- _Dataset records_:
[Start of Attachment]
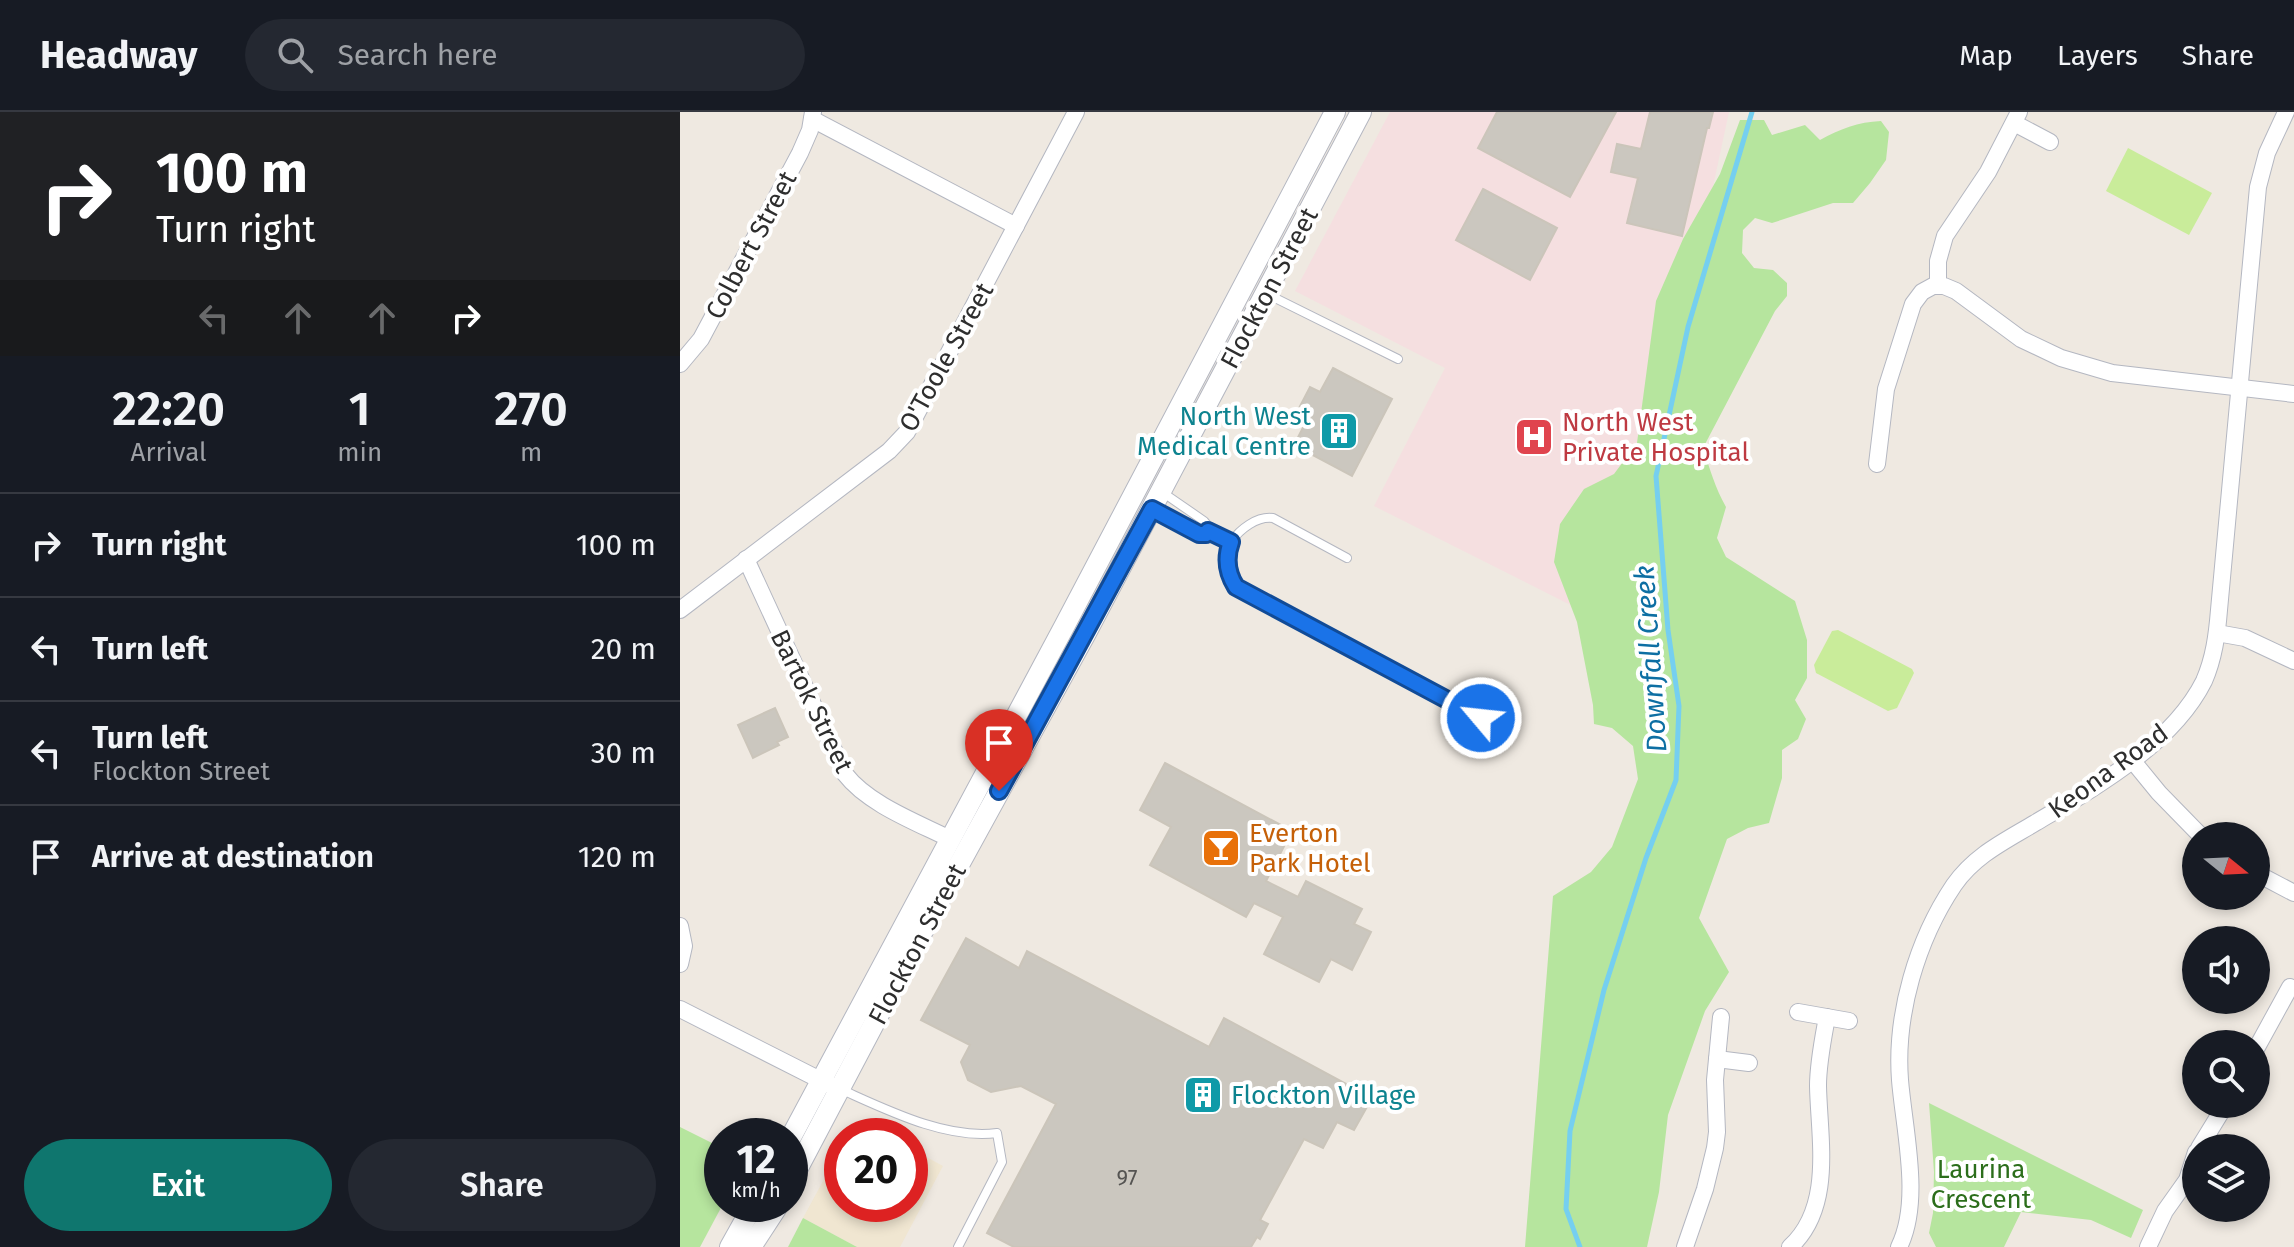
<!DOCTYPE html>
<html lang="en">
<head>
<meta charset="utf-8">
<style>
  :root { --surface:#171b24; --page:#242831; --text:#f1f3f6; --muted:#9ea1a6; --line:#363941; --accent:#0f766e }
  body { margin:0; font-family:"Fira Sans",sans-serif; background:var(--page); color:var(--text); height:100vh; display:flex; flex-direction:column; font-size:30px; white-space:nowrap }
  * { box-sizing:border-box; margin:0 }
  p { font-size:26px; color:var(--muted) }
  .icon { flex:none; width:44px; height:44px; fill:none; stroke:currentColor; stroke-width:2; stroke-linecap:round; stroke-linejoin:round }
  .map { position:relative; flex:1; overflow:hidden }
  .panel { display:flex; flex-direction:column; background:var(--surface); width:680px }
  .panel>* { flex:none }
  .banner { background:#202124; color:#fff; overflow:hidden }
  .needle { width:52px; rotate:108deg }
  .buttons { position:absolute; left:1502px; top:710px; display:grid; gap:16px }
  .buttons a { display:grid; place-items:center; width:88px; height:88px; border-radius:50%; background:var(--surface); box-shadow:0 4px 12px #0003; font-size:40px }
  .speed { position:absolute; left:24px; top:1006px; display:flex; gap:16px; font-size:40px; font-weight:700; text-align:center }
  .speed>* { display:grid; place-content:center; width:104px; height:104px; border-radius:50%; background:var(--surface); box-shadow:0 4px 12px #0003; line-height:1 }
  .speed small { font-size:20px; font-weight:400 }
  .speed .limit { border:12px solid #d22; background:#fff; color:#111 }
  .pin { position:absolute; display:grid; place-items:center; width:68px; height:68px; color:#fff; margin:-82px -34px; border-radius:50% 50% 50% 0; rotate:-45deg; box-shadow:0 0 8px #0007 }
  .pin .icon { rotate:45deg }
  .me { position:absolute; width:88px; margin:-44px; rotate:298deg; stroke-linejoin:round; filter:drop-shadow(0 0 6px #0008) }
  .turn { display:flex; align-items:center; gap:28px; height:168px; padding:0 24px; font-size:36px }
  .turn .icon { width:104px; height:104px; stroke-width:2.5 }
  .turn b { display:block; font-size:56px; line-height:68px }
  .lanes { display:flex; align-items:center; height:76px; padding:0 24px; background:#0003; justify-content:center; gap:40px; direction:ltr }
  .lanes .off { opacity:.35 }
  .eta { display:flex; justify-content:space-evenly; align-items:center; height:136px; text-align:center }
  .eta b { font-size:48px; font-weight:600; line-height:56px }
  .action { display:flex; gap:16px; margin-top:auto; padding:16px 24px }
  .action a { flex:1; height:92px; border-radius:48px; background:var(--accent); color:#fff; font-size:32px; font-weight:600; line-height:92px; text-align:center }
  .action a+a { background:var(--page); color:var(--text) }
  ul { padding:0; list-style:none }
  li { display:flex; align-items:center; gap:24px; height:104px; padding:0 24px; border-top:2px solid var(--line) }
  li div { flex:1 }
  li b { display:block; font-size:30px }
  li em { font-style:normal }
  header { display:flex; align-items:center; gap:48px; box-sizing:border-box; height:112px; padding:0 40px; background:var(--surface); border-bottom:2px solid var(--line) }
  header strong { font-size:38px }
  nav { display:flex; gap:44px; margin-inline-start:auto; font-size:28px }
  .search { width:560px; height:72px; background:var(--page); display:flex; align-items:center; gap:20px; box-sizing:border-box; padding:0 28px; border-radius:44px; color:var(--muted); font-size:30px }
  main { display:flex; flex:1; min-height:0 }
  .map>svg:first-child { display:block }
  .education { fill:#f0e6d1 }
  .medical { fill:#f5dfe0 }
  .green { fill:#b6e59e }
  .pitch { fill:#c9ec9a }
  .lines { fill:none; stroke-linecap:round; stroke-linejoin:round }
  .stream { stroke:#75cff0; stroke-width:5 }
  .building { fill:#cbc7bf; stroke:#cbc5ba; stroke-width:2 }
  .service-casing { stroke:#b4b7c1; stroke-width:10 }
  .minor-casing { stroke:#b4b7c1; stroke-width:18 }
  .tertiary-casing { stroke:#b4b7c1; stroke-width:22 }
  .service { stroke:#fff; stroke-width:8 }
  .minor { stroke:#fff; stroke-width:16 }
  .tertiary { stroke:#fff; stroke-width:20 }
  .route-casing { stroke:#114b97; stroke-width:20 }
  .route { stroke:#1a73e8; stroke-width:14 }
  .labels { text-anchor:middle; stroke-width:8; stroke-linejoin:round; paint-order:stroke }
  .number-label { font-size:22px; fill:#555452 }
  .street-label { font-size:26px; fill:#2e2e2e; stroke:#fff }
  .culture-label { font-size:26px; fill:#0d838f; stroke:#fff; text-anchor:end }
  .health-label { font-size:26px; fill:#be3a42; stroke:#fff; text-anchor:start }
  .food-label { font-size:26px; fill:#c56008; stroke:#fff; text-anchor:start }
  .park-label { font-size:26px; fill:#2c6e1b; stroke:#fff }
  .water-label { font-size:28px; font-style:italic; fill:#0d6fa3; stroke:#fff }
</style>
</head>
<body>
<header>
<strong>Headway</strong>
<div class="search"><svg class="icon" aria-label="search" viewBox="0 0 24 24"><circle cx="10" cy="10" r="6"/><path d="M15 15l6 6"/></svg>Search here</div>
<nav><a>Map</a><a>Layers</a><a>Share</a></nav>
</header>
<main>
<section class="panel">
<div class="banner">
<div class="turn"><svg class="icon" aria-label="right" viewBox="0 0 24 24"><path d="M7 20v-9h11M14 6l5 5-5 5"/></svg><div><b>100 m</b>Turn right</div></div>
<div class="lanes"><svg class="icon off" aria-label="left" viewBox="0 0 24 24"><path d="M17 20v-9H6M10 6l-5 5 5 5"/></svg><svg class="icon off" aria-label="ahead" viewBox="0 0 24 24"><path d="M12 20V5M6 11l6-6 6 6"/></svg><svg class="icon off" aria-label="ahead" viewBox="0 0 24 24"><path d="M12 20V5M6 11l6-6 6 6"/></svg><svg class="icon" aria-label="right" viewBox="0 0 24 24"><path d="M7 20v-9h11M14 6l5 5-5 5"/></svg></div>
</div>
<div class="eta">
<div><b>22:20</b><p>Arrival</p></div>
<div><b>1</b><p>min</p></div>
<div><b>270</b><p>m</p></div>
</div>
<ul>
<li><svg class="icon" aria-label="right" viewBox="0 0 24 24"><path d="M7 20v-9h11M14 6l5 5-5 5"/></svg><div><b>Turn right</b></div><em>100 m</em></li>
<li><svg class="icon" aria-label="left" viewBox="0 0 24 24"><path d="M17 20v-9H6M10 6l-5 5 5 5"/></svg><div><b>Turn left</b></div><em>20 m</em></li>
<li><svg class="icon" aria-label="left" viewBox="0 0 24 24"><path d="M17 20v-9H6M10 6l-5 5 5 5"/></svg><div><b>Turn left</b><p>Flockton Street</p></div><em>30 m</em></li>
<li><svg class="icon" aria-label="arrive" viewBox="0 0 24 24"><path d="M6 21V4h12l-3 4 3 4H6"/></svg><div><b>Arrive at destination</b></div><em>120 m</em></li>
</ul>
<div class="action"><a>Exit</a><a>Share</a></div>
</section>
<div class="map">
<svg width="1614" height="1135" viewBox="0 0 1614 1135">
  <rect width="100%" height="100%" fill="#efe9e1"/>
  <!-- education -->
  <polygon class="education" points="162,1034 162,1092 230,1092 230,1036 263,1054 220,1135 177,1135 123,1106"/>
  <!-- medical -->
  <polygon class="medical" points="710,0 1049,0 938,517 694,394 765,256 615,179"/>
  <!-- green -->
  <g class="green">
    <path d="M1060,8h24l8,15 33,-10 15,15c20,-11 38,-18 61,-19l8,11 -3,28 -16,23 -17,20h-20l-61,20 -17,-5 -12,12 -1,23 12,15 19,2 14,13v13l-12,15 -72,137c7,21 12,40 23,59l-9,31 9,19 69,44 12,39v38l-12,22 11,19 -8,20 -16,11v28l-13,45 -21,5 -21,11 -28,79 30,54 -24,39 -37,104 -9,77 -12,55h-122l28,-351 38,-24 21,-25 26,-68 -5,-33 -21,-18 -18,-4 -1,-19 -16,-83 -23,-60 6,-38 24,-35 30,-15 23,-31 19,-142 27,-62 37,-65z"/>
    <polygon points="1249,991 1463,1098 1451,1126 1411,1108 1341,1100 1324,1135 1256,1135 1249,1121 1253,1101 1254,1060"/>
    <polygon points="0,1015 42,1036 43,1092 20,1135 0,1135"/>
    <polygon points="123,1106 177,1135 108,1135"/>
  </g>
  <!-- pitch -->
  <g class="pitch">
    <polygon points="1448,36 1532,81 1509,123 1426,79"/>
    <polygon points="1158,518 1232,557 1234,561 1217,596 1208,599 1136,561 1134,553 1152,519"/>
  </g>
  <g class="lines">
    <!-- stream -->
    <polyline class="stream" points="900,1135 886,1097 890,1019 924,878 966,746 996,668 999,594 988,518 976,364 1008,215 1072,0"/>
  </g>
  <!-- building -->
  <g class="building">
    <polygon points="817,0 936,0 890,85 798,36"/>
    <polygon points="970,0 1033,0 1029,16 1027,16 1002,124 947,111 958,66 931,60 937,32 961,37"/>
    <polygon points="803,77 877,116 850,168 776,128"/>
    <polygon points="653,256 712,287 672,364 614,333 629,304 618,298 630,275 640,280"/>
    <polygon points="95,596 108,625 97,630 99,633 73,646 58,613"/>
    <polygon points="485,651 612,719 586,769 618,785 626,769 682,797 674,812 691,820 672,858 651,847 639,870 584,842 603,805 574,791 566,805 470,753 491,715 460,698"/>
    <polygon points="286,826 339,856 347,839 529,935 544,906 692,986 674,1018 657,1010 643,1036 624,1027 580,1108 588,1112 580,1127 577,1125 571,1135 334,1135 307,1121 376,992 341,974 311,980 288,968 281,950 290,933 241,908"/>
  </g>
  <g class="lines">
    <defs>
      <g id="service">
        <polyline points="587,182 718,247"/>
        <polyline points="473,398 519,422 526,422 529,415 524,409 482,380"/>
        <path d="M528,419l23,11c9,-13 26,-26 42,-24l74,40"/>
        <path d="M551,430c-6,16 -4,31 5,45l245,131"/>
        <path d="M160,977c45,20 106,51 157,44l5,29 -44,85"/>
      </g>
      <g id="minor">
        <polyline points="132,7 336,114"/>
        <polyline points="1334,11 1370,30"/>
        <polyline points="1258,174 1258,149 1265,124 1308,60 1339,0"/>
        <polyline points="0,252 21,227 120,41 130,18 133,0"/>
        <polyline points="1197,352 1206,277 1233,192 1242,180 1253,174 1264,174 1276,179 1341,227 1381,246 1432,261 1614,282"/>
        <path d="M66,447l99,215c23,30 71,48 105,65"/>
        <polyline points="0,498 209,339 227,320 396,0"/>
        <polyline points="1537,521 1565,526 1614,549"/>
        <polyline points="1452,648 1479,681 1521,724"/>
        <polyline points="1576,761 1614,781"/>
        <polyline points="0,814 4,834 0,852"/>
        <polyline points="0,897 152,974"/>
        <polyline points="1118,900 1169,909"/>
        <polyline points="1576,937 1610,875"/>
        <polyline points="1037,947 1069,951"/>
        <polyline points="1519,1036 1546,992"/>
        <polyline points="1005,1135 1025,1077 1035,1036 1037,1020 1035,968 1041,905"/>
        <path d="M1110,1135c44,-40 29,-109 28,-161 0,-23 5,-47 9,-69"/>
        <path d="M1219,1135c23,-46 5,-117 1,-167 -5,-66 17,-140 54,-195 21,-30 51,-44 81,-62 59,-35 137,-78 169,-142 10,-23 13,-46 15,-71l39,-423 9,-34 19,-41"/>
        <polyline points="1468,1135 1485,1099 1507,1068 1516,1040"/>
      </g>
      <g id="tertiary">
        <polyline points="110,1027 385,513 655,0"/>
        <polyline points="110,1071 247,811 405,523 681,0"/>
        <polyline points="50,1135 74,1092"/>
        <polyline points="71,1135 99,1092"/>
      </g>
    </defs>
    <!-- service casing -->
    <use href="#service" class="service-casing"/>
    <!-- minor casing -->
    <use href="#minor" class="minor-casing"/>
    <!-- tertiary casing -->
    <use href="#tertiary" class="tertiary-casing"/>
    <!-- service -->
    <use href="#service" class="service"/>
    <!-- minor -->
    <use href="#minor" class="minor"/>
    <!-- tertiary -->
    <use href="#tertiary" class="tertiary"/>
  </g>
  <g class="lines">
    <defs>
      <path id="route" d="M319,679l153,-282 47,25h7l2,-3 23,11c-6,16 -4,31 5,45l245,131"/>
    </defs>
    <!-- route casing -->
    <use href="#route" class="route-casing"/>
    <!-- route -->
    <use href="#route" class="route"/>
  </g>
  <!-- icons -->
  <defs>
    <symbol id="building-square" viewBox="-11 -11 22 22"><rect x="-9" y="-9" width="18" height="18" rx="4" fill="#0f9aa8" stroke="#fff"/><path d="M-4-6H4V6H1V3H-1V6H-4ZM-2.5-4.3h1.7v1.8h-1.7ZM.8-4.3h1.7v1.8H.8ZM-2.5-1h1.7V.8h-1.7ZM.8-1h1.7V.8H.8Z" fill="#fff"/></symbol>
    <symbol id="hospital-square" viewBox="-11 -11 22 22"><rect x="-9" y="-9" width="18" height="18" rx="4" fill="#e0444e" stroke="#fff"/><path d="M-5-5h3v3.5h4V-5h3V5h-3V1.5h-4V5h-3Z" fill="#fff"/></symbol>
    <symbol id="bar-square" viewBox="-11 -11 22 22"><rect x="-9" y="-9" width="18" height="18" rx="4" fill="#e8710a" stroke="#fff"/><path d="M-6-5H6L.8 .8V4.5H3.5V6h-7V4.5H-.8V.8Z" fill="#fff"/></symbol>
  </defs>
  <g fill-rule="evenodd">
    <use href="#building-square" x="637" y="297" width="44" height="44"/>
    <use href="#hospital-square" x="832" y="303" width="44" height="44"/>
    <use href="#bar-square" x="519" y="714" width="44" height="44"/>
    <use href="#building-square" x="501" y="961" width="44" height="44"/>
  </g>
  <g class="labels">
    <!-- number labels -->
    <g class="number-label">
      <text x="447" y="1073">97</text>
    </g>
    <!-- street labels -->
    <g class="street-label">
      <text transform="translate(71 133) rotate(-62)" y="9">Colbert Street</text>
      <text transform="translate(589 176) rotate(-62)" y="9">Flockton Street</text>
      <text transform="translate(266 245) rotate(-61)" y="9">O'Toole Street</text>
      <text transform="translate(132 589) rotate(64)" y="9">Bartok Street</text>
      <text transform="translate(1428 659) rotate(-36)" y="9">Keona Road</text>
      <text transform="translate(237 832) rotate(-62)" y="9">Flockton Street</text>
    </g>
    <!-- culture labels -->
    <g class="culture-label">
      <text x="631" y="313">North West<tspan x="631" dy="30">Medical Centre</tspan></text>
      <text x="551" y="992" text-anchor="start">Flockton Village</text>
    </g>
    <!-- health labels -->
    <g class="health-label">
      <text x="882" y="319">North West<tspan x="882" dy="30">Private Hospital</tspan></text>
    </g>
    <!-- food labels -->
    <g class="food-label">
      <text x="569" y="730">Everton<tspan x="569" dy="30">Park Hotel</tspan></text>
    </g>
    <!-- park labels -->
    <g class="park-label">
      <text x="1301" y="1066">Laurina<tspan x="1301" dy="30">Crescent</tspan></text>
    </g>
    <!-- water labels -->
    <g class="water-label">
      <text transform="translate(970 547) rotate(-94)" y="10">Downfall Creek</text>
    </g>
  </g>
</svg>
<div class="buttons">
<a><svg class="needle" viewBox="-14 -14 28 28"><path d="M0-13l5 13h-10z" fill="#e53935"/><path d="M0 13l5-13h-10z" fill="#9ea1a6"/></svg></a>
<a><svg class="icon" aria-label="sound" viewBox="0 0 24 24"><path d="M4 9h4l5-4v14l-5-4H4zM17 9q2 3 0 6"/></svg></a>
<a><svg class="icon" aria-label="search" viewBox="0 0 24 24"><circle cx="10" cy="10" r="6"/><path d="M15 15l6 6"/></svg></a>
<a><svg class="icon" aria-label="layers" viewBox="0 0 24 24"><path d="M12 4l9 5-9 5-9-5zM3 14l9 5 9-5"/></svg></a>
</div>
<div class="speed"><div>12<small>km/h</small></div><div class="limit">20</div></div>
<div class="pin" style="left:319px;top:679px;background:#d93025"><svg class="icon" aria-label="arrive" viewBox="0 0 24 24"><path d="M6 21V4h12l-3 4 3 4H6"/></svg></div>
<svg class="me" style="left:801px;top:606px" viewBox="-20 -20 40 40"><circle r="17" fill="#1a73e8" stroke="#fff" stroke-width="3"/><path d="M0-11L8 9 0 5-8 9z" fill="#fff"/></svg>
</div>
</main>
</body>
</html>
[End of Attachment]
- _Brief_: The lines above starting at the one that contains "1463,1098 1451,1126 1411,1108" and ending at the one that contains "886,1097 890,1019 924,878" must be transcribed exactly, and no other lines may appear.

- _Answer for the task_:
    <polygon points="1249,991 1463,1098 1451,1126 1411,1108 1341,1100 1324,1135 1256,1135 1249,1121 1253,1101 1254,1060"/>
    <polygon points="0,1015 42,1036 43,1092 20,1135 0,1135"/>
    <polygon points="123,1106 177,1135 108,1135"/>
  </g>
  <!-- pitch -->
  <g class="pitch">
    <polygon points="1448,36 1532,81 1509,123 1426,79"/>
    <polygon points="1158,518 1232,557 1234,561 1217,596 1208,599 1136,561 1134,553 1152,519"/>
  </g>
  <g class="lines">
    <!-- stream -->
    <polyline class="stream" points="900,1135 886,1097 890,1019 924,878 966,746 996,668 999,594 988,518 976,364 1008,215 1072,0"/>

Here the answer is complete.